Par ailleurs, depuis 1932, je suis persuadée qu’il est mort. Pourquoi? Parce qu’il est venu me le dire lui même en rêve. Et il me demanda pardon pour sa façon d’agir et me déclara que si lui, en tant qu’homme, s’était égaré, son âme m’était restée fidèle et qu’il était venu me prendre, maintenant qu’il était mort, pour être mon époux dans l’au-delà. Dans ce rêve je lui demandai de me laisser vivre... alors, avec beaucoup de tristesse il me répondit: “Tu ne veux donc pas venir? Tu ne m’aimes donc plus? Tu ne me pardonnes donc pas? Je dois donc rester seul?” Et moi: “Encore un peu de temps, Mario, un peu de vie et je te rejoindrai.” Et lui: “Un an te suffit-il?
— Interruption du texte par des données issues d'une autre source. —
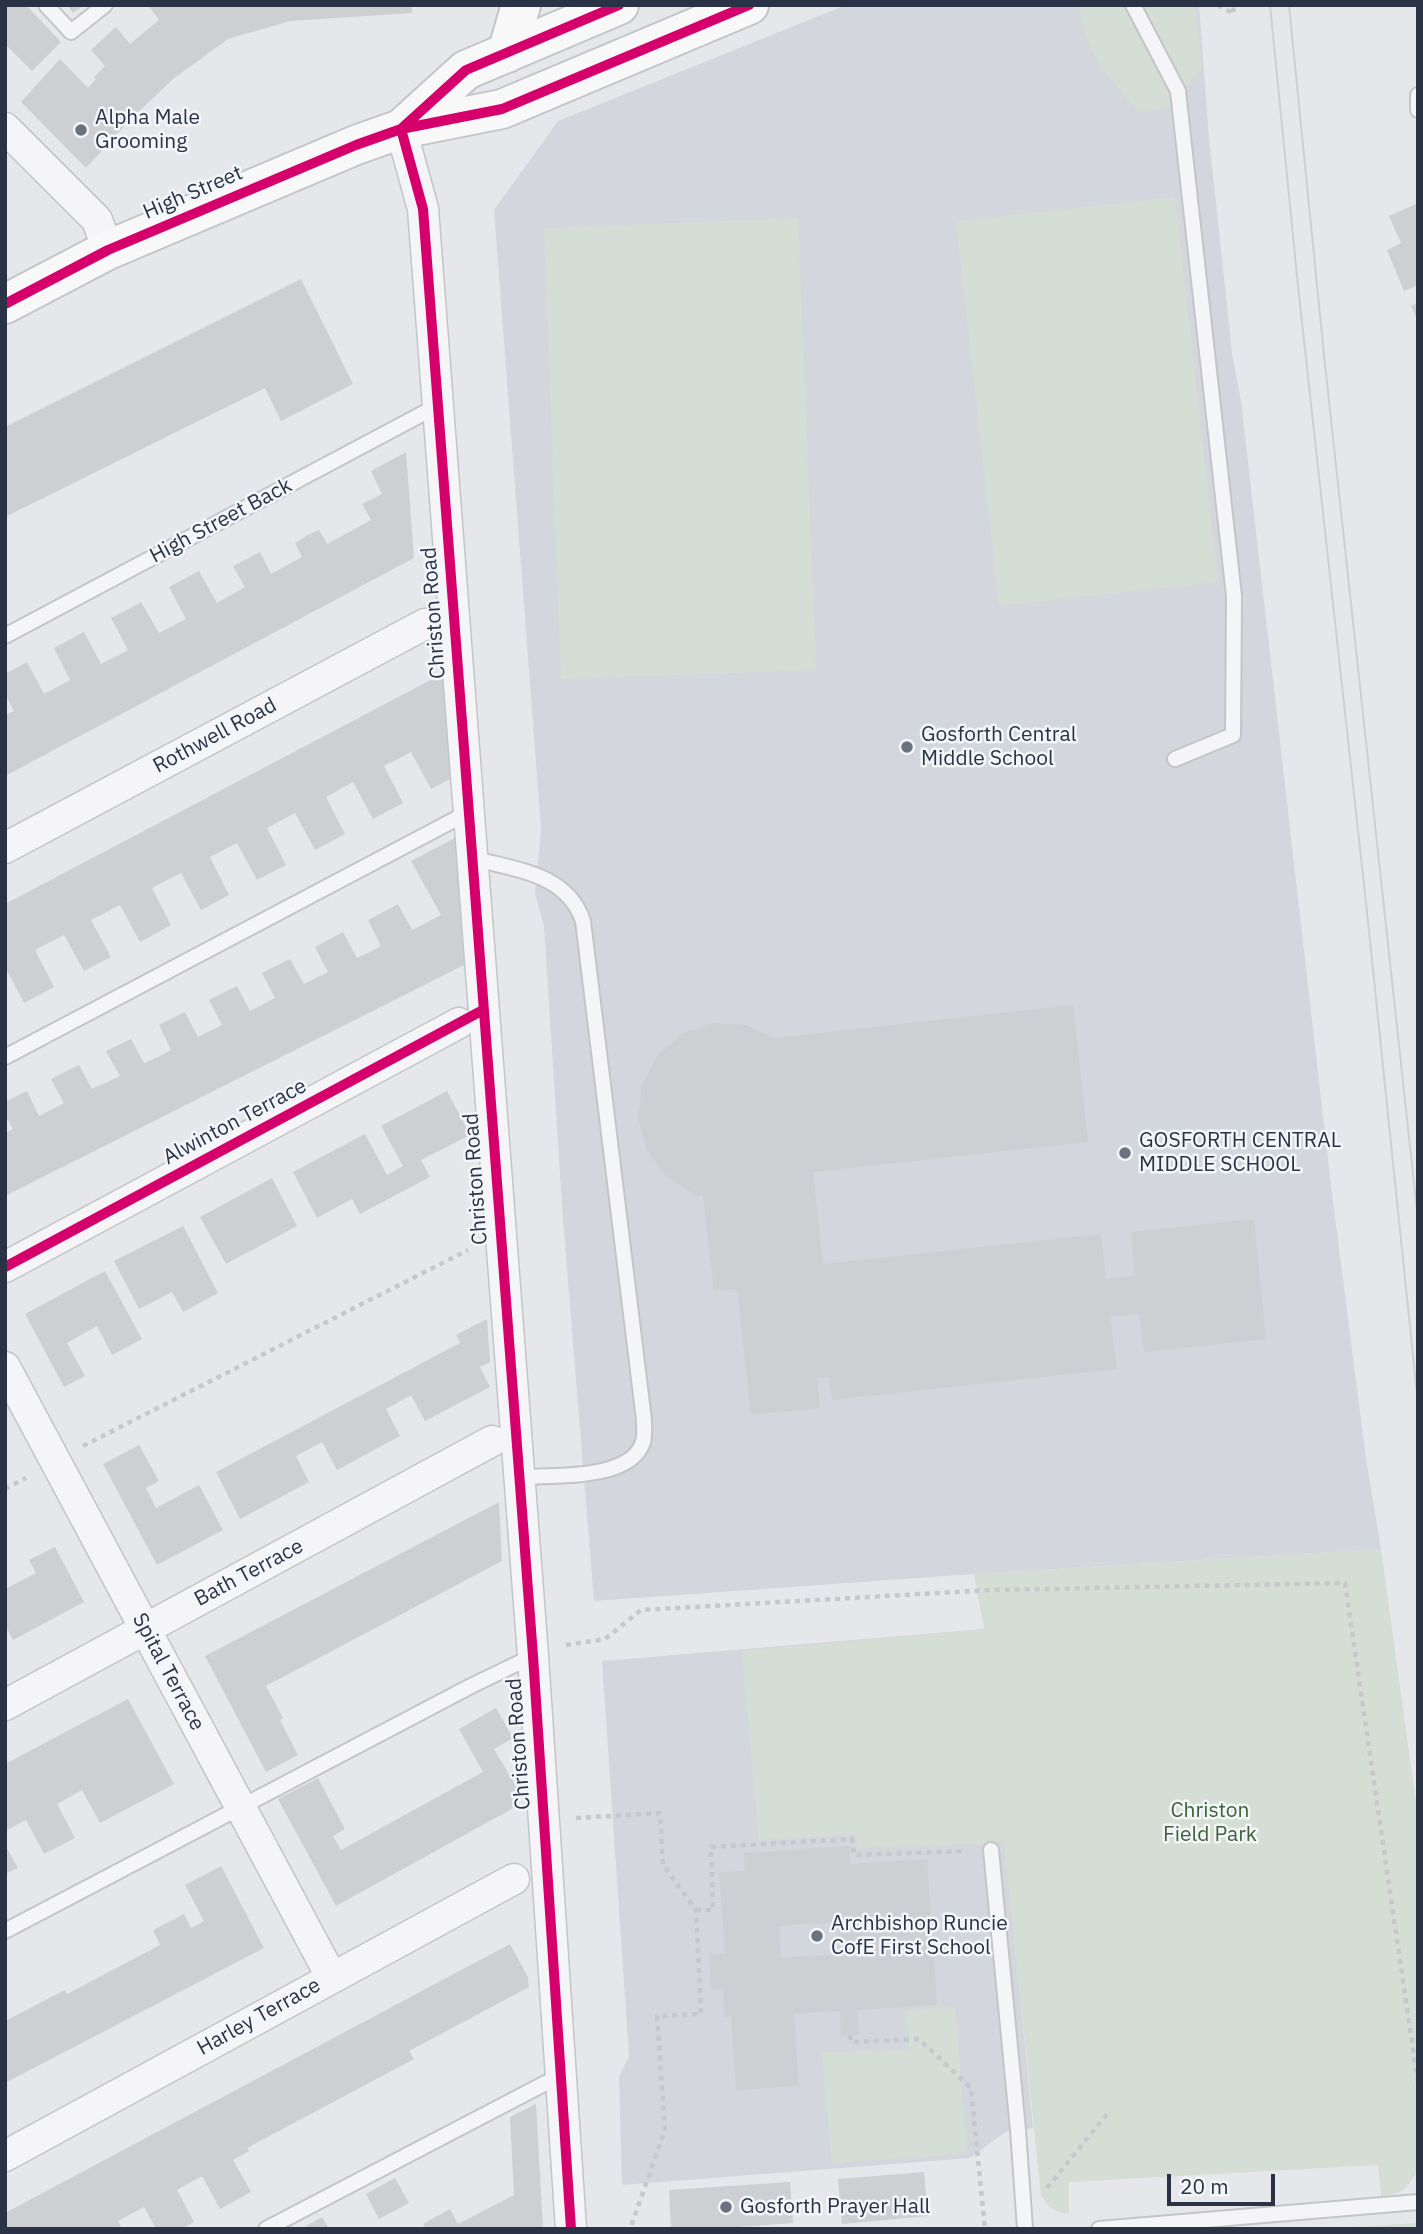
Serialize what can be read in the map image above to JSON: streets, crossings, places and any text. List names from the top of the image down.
{
  "streets": {
    "main road": ["High Street"],
    "street": [
      "Christon Road",
      "Rothwell Road",
      "Alwinton Terrace",
      "Bath Terrace",
      "Spital Terrace",
      "Harley Terrace"
    ],
    "lane": ["High Street Back"]
  },
  "crossings": [
    ["High Street", "Christon Road"],
    ["High Street Back", "Christon Road"],
    ["Bath Terrace", "Spital Terrace"],
    ["Spital Terrace", "Harley Terrace"]
  ],
  "parks": ["Christon Field Park"],
  "places": [
    "Alpha Male Grooming",
    "Gosforth Central Middle School",
    "GOSFORTH CENTRAL MIDDLE SCHOOL",
    "Archbishop Runcie CofE First School",
    "Gosforth Prayer Hall"
  ],
  "scale_bar": "20 m"
}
Je reviendrai chaque année te chercher.” Et chaque année, au mois de novembre, il vient m’appeler. Il m’a dit bien des choses... Pendant des années il semblait avoir besoin de moi, comme pour se libérer d’un châtiment, et il essayait de m’expliquer pourquoi il s’était mal comporté... Quelle accusation porta-t-il contre ma mère! Lorsqu’elle même déclara à son amie: “Oh! pourquoi donc ai-je écrit cette lettre?” j’ai aussitôt pensé aux paroles de Mario et à ce qu’il m’a fait lire... Mais, depuis quelque temps, il m’apparaît de nouveau libre et fort... C’est lui qui me protège et qui me dit: “N’aie pas peur! Je reste toujours auprès de toi et en ma compagnie tu ne dois pas avoir peur. Je te défends contre tout.”
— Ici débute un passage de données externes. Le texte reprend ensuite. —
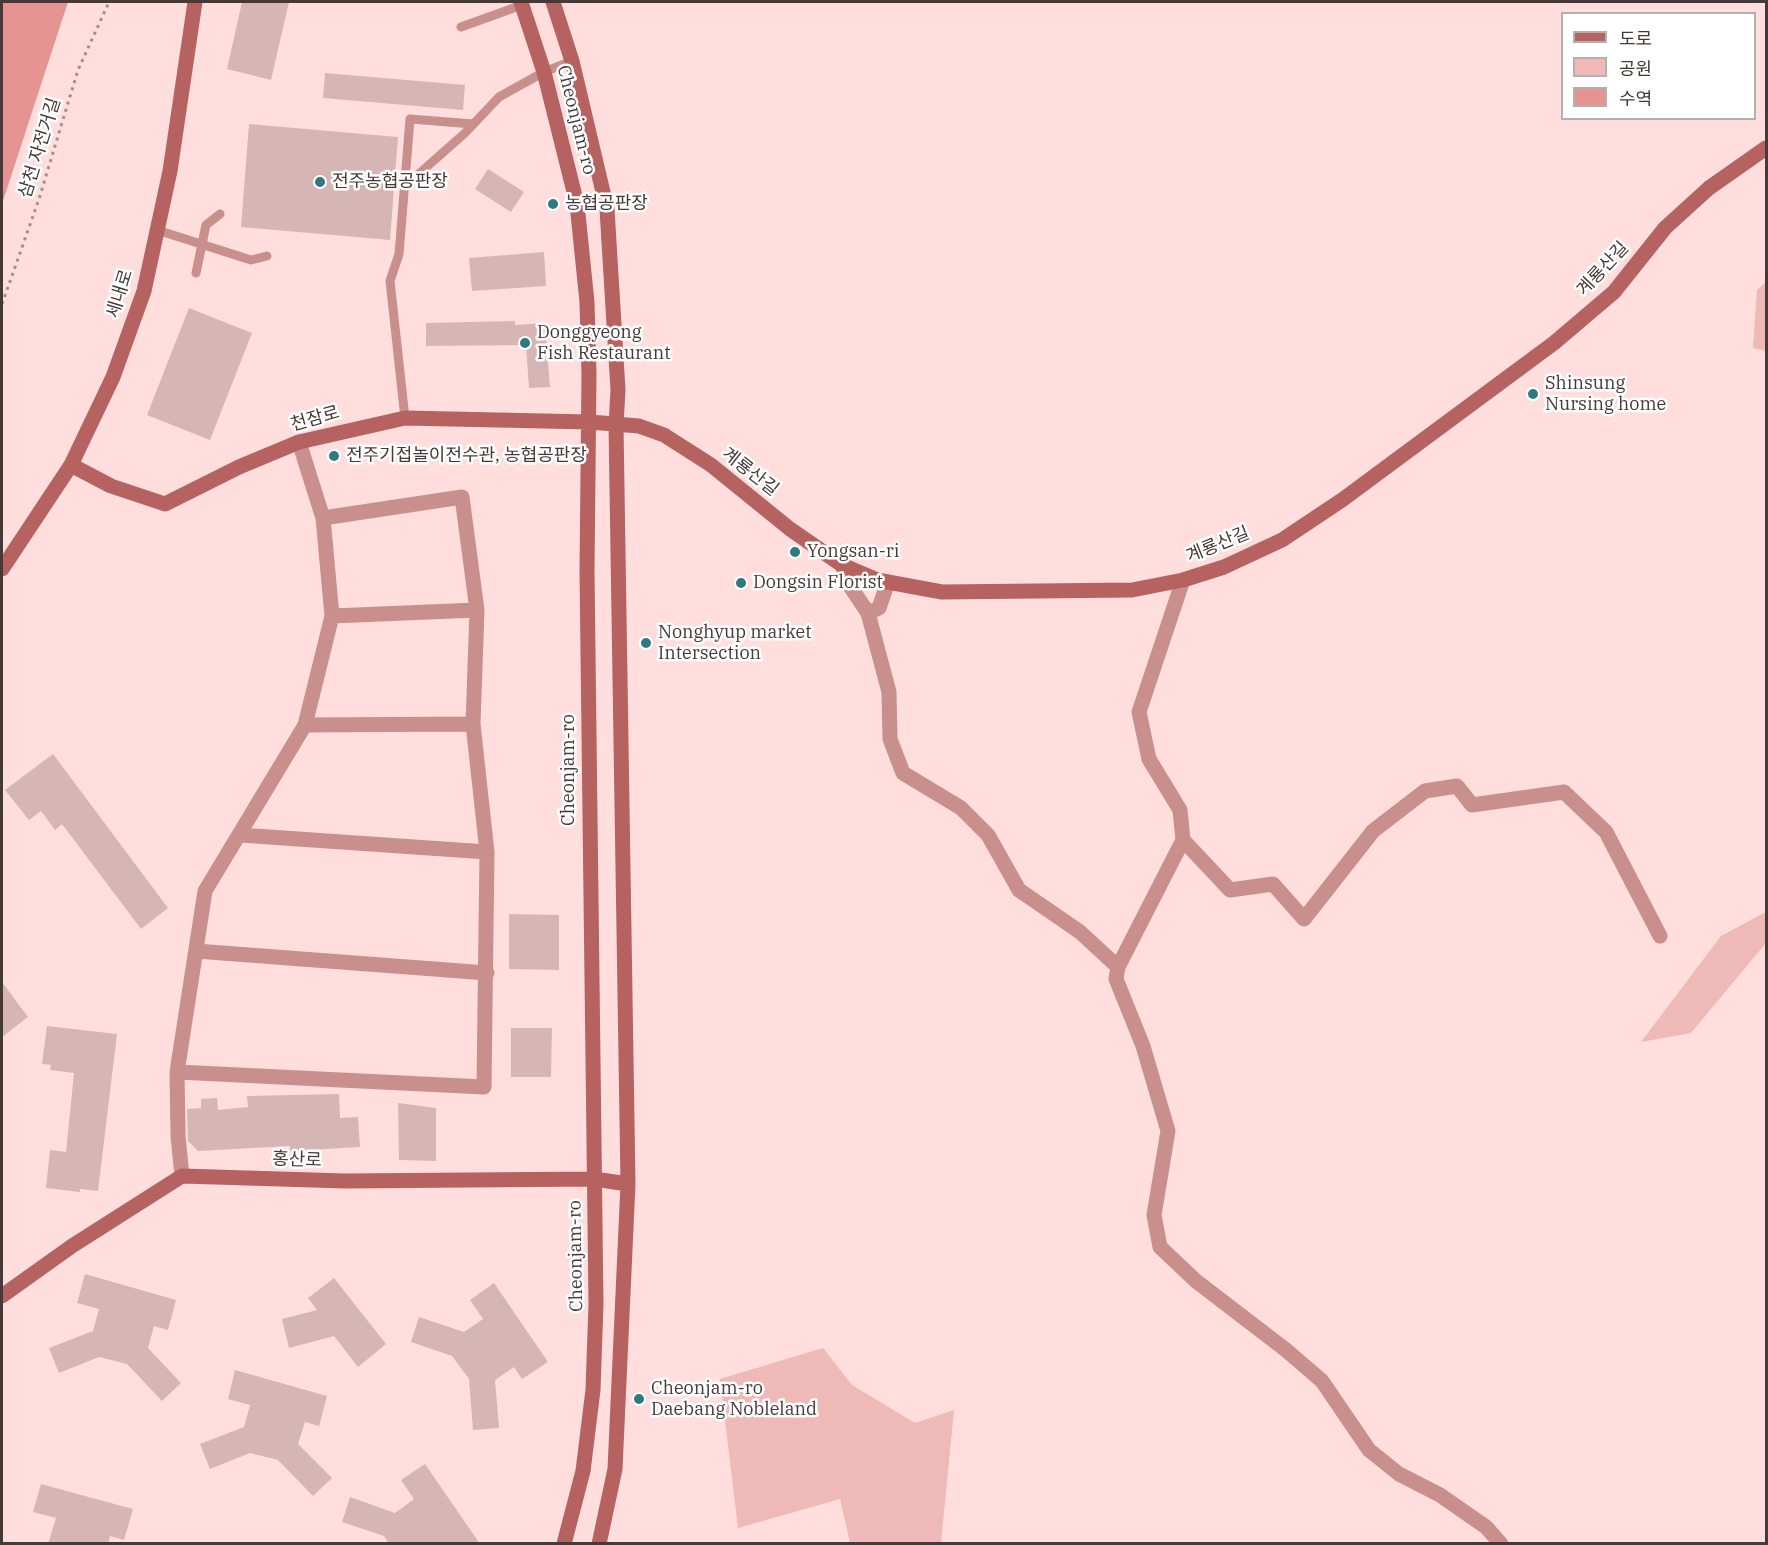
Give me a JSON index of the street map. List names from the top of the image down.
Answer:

Je suis persuadée qu’il est mort et qu’il a fini d’expier son châtiment. Et par ailleurs son nom ne figure plus, depuis plus de dix ans, dans le Journal Officiel de la Marine que je lis régulièrement. Mais malgré cette conviction je voulais que personne ne fasse des recherches auprès des autres officiers, des recherches qui auraient pu être mal interprétées.

Mais voyez un peu ce que goupillèrent ces deux imbéciles! Elles se mettent à interpeller tous les officiers de l’escadre et à leur demander s’ils ne connaissaient pas machin chouette. Elles avaient osé ouvrir le coffret où je conserve mes lettres, profitant d’un moment d’assoupissement de ma part, et elles avaient de la sorte appris le prénom de Mario et son nom de famille.
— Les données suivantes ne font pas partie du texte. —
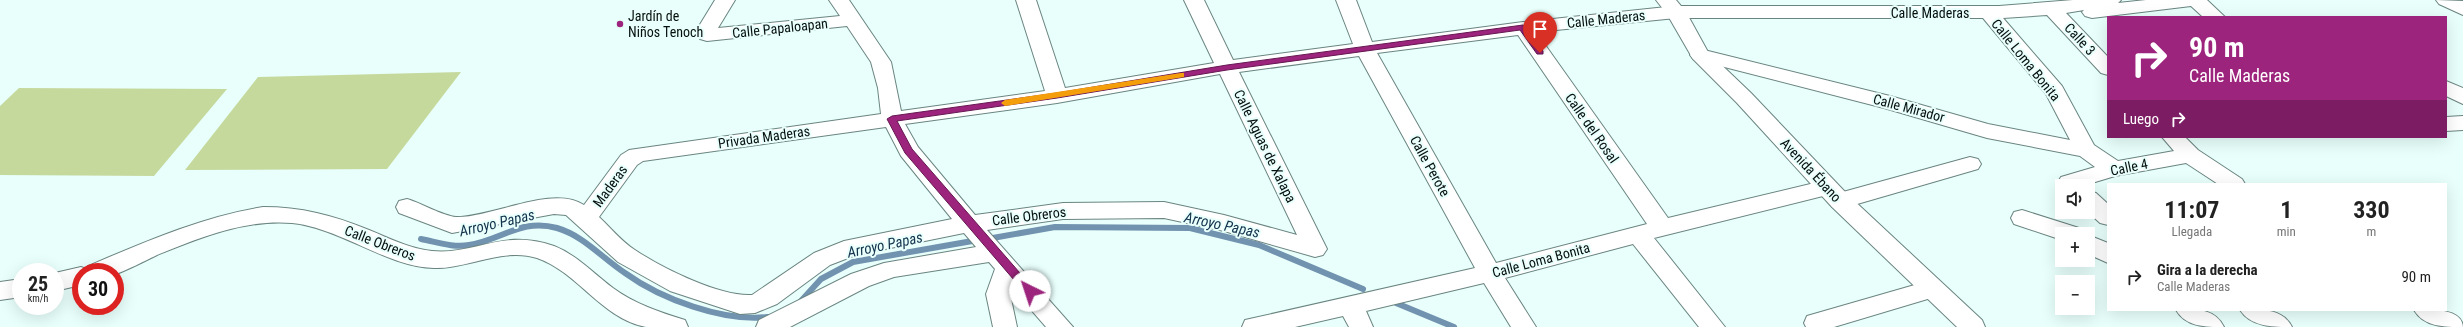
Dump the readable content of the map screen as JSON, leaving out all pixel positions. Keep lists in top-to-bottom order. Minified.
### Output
{"streets":{"street":["Calle Maderas","Calle Papaloapan","Calle 3","Calle Loma Bonita","Calle Mirador","Calle del Rosal","Privada Maderas","Calle Aguas de Xalapa","Calle Perote","Calle 4","Avenida Ébano","Maderas","Calle Obreros"]},"crossings":[["Calle Maderas","Calle 3"],["Calle Maderas","Calle Loma Bonita"],["Calle Maderas","Calle del Rosal"],["Calle Maderas","Privada Maderas"],["Calle Maderas","Calle Aguas de Xalapa"],["Calle Maderas","Calle Perote"],["Calle Maderas","Avenida Ébano"],["Calle Loma Bonita","Calle Mirador"],["Calle Loma Bonita","Calle del Rosal"],["Calle Loma Bonita","Calle Perote"],["Calle Loma Bonita","Avenida Ébano"],["Calle Mirador","Calle 4"],["Calle Mirador","Avenida Ébano"],["Privada Maderas","Maderas"],["Calle Aguas de Xalapa","Calle Obreros"],["Maderas","Calle Obreros"]],"water":["Arroyo Papas"],"places":["Jardín de Niños Tenoch"],"page":{"turn":["90 m","Calle Maderas"],"then":"Luego","map_buttons":["+","−"],"eta":["11:07","Llegada","1","min","330","m"],"list":[{"name":"Gira a la derecha","note":"Calle Maderas","value":"90 m"}],"speed":"25 km/h","limit":"30"}}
Marta qui les surprit dans cette occupation qui n’était pas autorisée, les rappela à l’ordre. Mais inutilement. Alors Marta m’avertit. Alors moi, heurtée par une telle intrusion dans un domaine aussi délicat, j’avertis maman. Que pouvais-je faire d’autre dans mon état? Je ne pouvais pas intervenir. Seule maman était en mesure de mettre fin à un jeu pareil. Mais une fois de plus maman me blessa sans me comprendre. Elle se déchaîna contre moi en m’accusant d’avoir chargé ces deux-là de se mettre en quête de Mario. Mais si je l’avais fait, ce n’est pas à elle que j’aurais demandé d’intervenir pour qu’elles cessent d’agir de la sorte. Vous ne croyez pas? Mais maman est ainsi faite! Elle est comme un cheval ombrageux, qui s’effarouche à la vue de la moindre chimère et qui néglige les véritables obstacles...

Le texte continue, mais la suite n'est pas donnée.